⟨

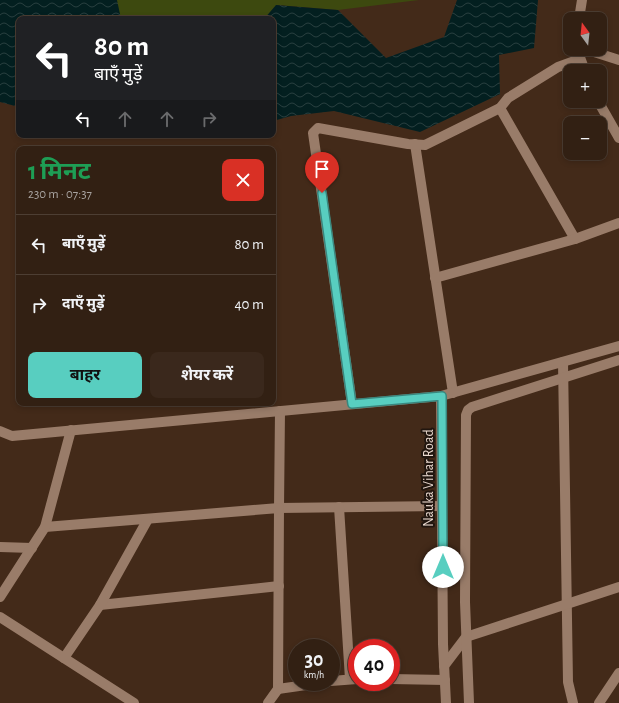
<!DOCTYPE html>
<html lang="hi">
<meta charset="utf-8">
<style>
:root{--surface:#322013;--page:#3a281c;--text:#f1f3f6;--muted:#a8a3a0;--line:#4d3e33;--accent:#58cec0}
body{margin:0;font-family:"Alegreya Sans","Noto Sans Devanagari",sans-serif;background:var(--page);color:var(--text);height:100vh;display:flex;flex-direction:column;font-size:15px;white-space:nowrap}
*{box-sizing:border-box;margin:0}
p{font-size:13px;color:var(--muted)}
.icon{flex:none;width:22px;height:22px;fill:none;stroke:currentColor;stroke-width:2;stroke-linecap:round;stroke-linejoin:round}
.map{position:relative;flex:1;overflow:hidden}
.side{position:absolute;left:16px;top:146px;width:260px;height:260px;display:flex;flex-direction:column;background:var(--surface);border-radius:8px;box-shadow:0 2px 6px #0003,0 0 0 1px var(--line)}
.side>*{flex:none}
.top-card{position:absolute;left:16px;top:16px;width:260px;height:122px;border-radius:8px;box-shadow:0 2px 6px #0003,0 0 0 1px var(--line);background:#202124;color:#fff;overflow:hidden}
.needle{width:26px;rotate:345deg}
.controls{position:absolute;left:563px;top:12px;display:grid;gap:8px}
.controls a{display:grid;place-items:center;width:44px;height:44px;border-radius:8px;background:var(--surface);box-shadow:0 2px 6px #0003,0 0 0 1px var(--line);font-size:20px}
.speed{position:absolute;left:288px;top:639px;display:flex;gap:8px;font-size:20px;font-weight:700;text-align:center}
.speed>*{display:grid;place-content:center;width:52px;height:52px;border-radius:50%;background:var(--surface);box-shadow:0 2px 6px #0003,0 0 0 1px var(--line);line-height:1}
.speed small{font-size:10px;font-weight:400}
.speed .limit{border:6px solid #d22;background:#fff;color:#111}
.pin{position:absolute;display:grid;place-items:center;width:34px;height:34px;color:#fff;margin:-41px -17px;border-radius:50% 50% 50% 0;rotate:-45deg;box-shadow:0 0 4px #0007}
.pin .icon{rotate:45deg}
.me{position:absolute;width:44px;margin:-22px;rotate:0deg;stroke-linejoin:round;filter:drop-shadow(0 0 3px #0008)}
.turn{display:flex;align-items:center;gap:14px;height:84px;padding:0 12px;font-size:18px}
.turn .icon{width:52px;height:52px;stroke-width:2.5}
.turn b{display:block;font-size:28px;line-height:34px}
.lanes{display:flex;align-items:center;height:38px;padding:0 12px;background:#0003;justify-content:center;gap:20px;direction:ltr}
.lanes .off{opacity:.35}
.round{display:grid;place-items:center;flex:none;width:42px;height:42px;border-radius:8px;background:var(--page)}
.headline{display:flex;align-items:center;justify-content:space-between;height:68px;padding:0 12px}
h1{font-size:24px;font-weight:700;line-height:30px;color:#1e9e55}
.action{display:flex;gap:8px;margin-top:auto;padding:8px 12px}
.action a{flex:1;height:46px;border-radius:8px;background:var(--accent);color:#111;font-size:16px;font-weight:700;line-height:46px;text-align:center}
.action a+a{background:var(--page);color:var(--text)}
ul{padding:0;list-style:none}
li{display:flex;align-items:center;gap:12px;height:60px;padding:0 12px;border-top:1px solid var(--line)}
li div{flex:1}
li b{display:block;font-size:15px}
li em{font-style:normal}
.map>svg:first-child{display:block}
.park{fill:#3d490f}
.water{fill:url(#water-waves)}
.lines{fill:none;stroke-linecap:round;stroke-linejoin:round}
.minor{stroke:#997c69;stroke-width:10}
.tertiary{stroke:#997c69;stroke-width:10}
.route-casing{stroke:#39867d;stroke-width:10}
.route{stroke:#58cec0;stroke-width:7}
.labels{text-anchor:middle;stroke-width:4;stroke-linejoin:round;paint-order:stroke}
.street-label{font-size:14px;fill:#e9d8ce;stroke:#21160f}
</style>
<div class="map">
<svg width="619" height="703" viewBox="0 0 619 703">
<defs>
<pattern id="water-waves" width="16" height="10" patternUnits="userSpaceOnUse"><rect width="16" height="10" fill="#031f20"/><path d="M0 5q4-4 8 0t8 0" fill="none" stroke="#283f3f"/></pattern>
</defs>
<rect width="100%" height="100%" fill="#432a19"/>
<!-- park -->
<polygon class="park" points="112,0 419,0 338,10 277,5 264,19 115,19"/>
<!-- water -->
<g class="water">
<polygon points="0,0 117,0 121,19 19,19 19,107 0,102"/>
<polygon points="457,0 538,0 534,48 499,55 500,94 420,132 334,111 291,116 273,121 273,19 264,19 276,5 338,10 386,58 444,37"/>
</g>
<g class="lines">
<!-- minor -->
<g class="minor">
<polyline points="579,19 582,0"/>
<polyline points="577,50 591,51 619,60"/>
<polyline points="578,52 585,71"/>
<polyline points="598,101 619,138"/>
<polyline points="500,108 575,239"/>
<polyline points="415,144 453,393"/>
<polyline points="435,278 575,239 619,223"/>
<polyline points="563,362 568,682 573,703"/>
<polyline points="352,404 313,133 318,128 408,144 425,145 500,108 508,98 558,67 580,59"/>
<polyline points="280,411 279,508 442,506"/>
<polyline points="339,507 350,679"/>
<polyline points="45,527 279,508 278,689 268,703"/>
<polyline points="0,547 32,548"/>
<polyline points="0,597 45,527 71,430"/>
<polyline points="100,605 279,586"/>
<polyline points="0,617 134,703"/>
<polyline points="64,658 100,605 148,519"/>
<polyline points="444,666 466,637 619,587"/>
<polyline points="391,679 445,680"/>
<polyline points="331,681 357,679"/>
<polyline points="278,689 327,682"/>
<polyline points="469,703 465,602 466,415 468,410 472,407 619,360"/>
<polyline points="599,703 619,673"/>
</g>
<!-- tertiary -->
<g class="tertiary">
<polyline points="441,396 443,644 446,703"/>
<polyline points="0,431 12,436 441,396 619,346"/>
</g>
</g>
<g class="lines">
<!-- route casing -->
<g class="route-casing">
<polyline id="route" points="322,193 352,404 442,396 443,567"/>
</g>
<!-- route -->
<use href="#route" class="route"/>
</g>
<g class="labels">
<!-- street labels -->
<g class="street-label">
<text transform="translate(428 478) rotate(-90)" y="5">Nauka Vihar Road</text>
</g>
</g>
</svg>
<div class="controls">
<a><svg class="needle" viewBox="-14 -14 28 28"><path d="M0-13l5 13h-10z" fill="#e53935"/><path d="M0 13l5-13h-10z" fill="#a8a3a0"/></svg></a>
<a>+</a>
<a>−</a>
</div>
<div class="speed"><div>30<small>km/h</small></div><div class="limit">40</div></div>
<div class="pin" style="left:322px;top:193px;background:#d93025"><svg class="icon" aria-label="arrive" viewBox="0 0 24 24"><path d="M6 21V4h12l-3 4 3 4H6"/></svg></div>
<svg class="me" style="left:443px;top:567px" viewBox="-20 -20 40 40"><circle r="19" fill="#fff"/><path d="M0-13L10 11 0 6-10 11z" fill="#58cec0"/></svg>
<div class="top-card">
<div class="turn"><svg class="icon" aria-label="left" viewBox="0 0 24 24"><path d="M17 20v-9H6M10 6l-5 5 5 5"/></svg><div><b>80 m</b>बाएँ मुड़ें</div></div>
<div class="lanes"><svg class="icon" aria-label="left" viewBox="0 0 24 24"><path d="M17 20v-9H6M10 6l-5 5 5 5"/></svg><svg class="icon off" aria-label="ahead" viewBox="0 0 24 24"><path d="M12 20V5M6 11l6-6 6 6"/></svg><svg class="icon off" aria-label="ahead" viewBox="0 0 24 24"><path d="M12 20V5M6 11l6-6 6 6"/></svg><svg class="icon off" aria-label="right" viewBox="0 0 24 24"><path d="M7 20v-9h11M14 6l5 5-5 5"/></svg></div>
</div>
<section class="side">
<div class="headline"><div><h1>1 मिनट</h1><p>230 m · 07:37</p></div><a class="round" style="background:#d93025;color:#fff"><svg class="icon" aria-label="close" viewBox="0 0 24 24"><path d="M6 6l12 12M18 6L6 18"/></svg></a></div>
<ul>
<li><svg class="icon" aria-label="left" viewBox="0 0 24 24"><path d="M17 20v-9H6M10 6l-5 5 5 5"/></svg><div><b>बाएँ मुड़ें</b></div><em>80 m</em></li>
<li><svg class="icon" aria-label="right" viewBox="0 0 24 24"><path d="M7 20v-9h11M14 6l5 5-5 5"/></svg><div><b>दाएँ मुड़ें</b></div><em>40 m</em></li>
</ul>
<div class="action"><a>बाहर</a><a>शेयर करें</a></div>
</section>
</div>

⟩

_Aim of the exercise_. In the listing above, find each line with the word "solid" and copy it.

_Task result_.
.speed .limit{border:6px solid #d22;background:#fff;color:#111}
li{display:flex;align-items:center;gap:12px;height:60px;padding:0 12px;border-top:1px solid var(--line)}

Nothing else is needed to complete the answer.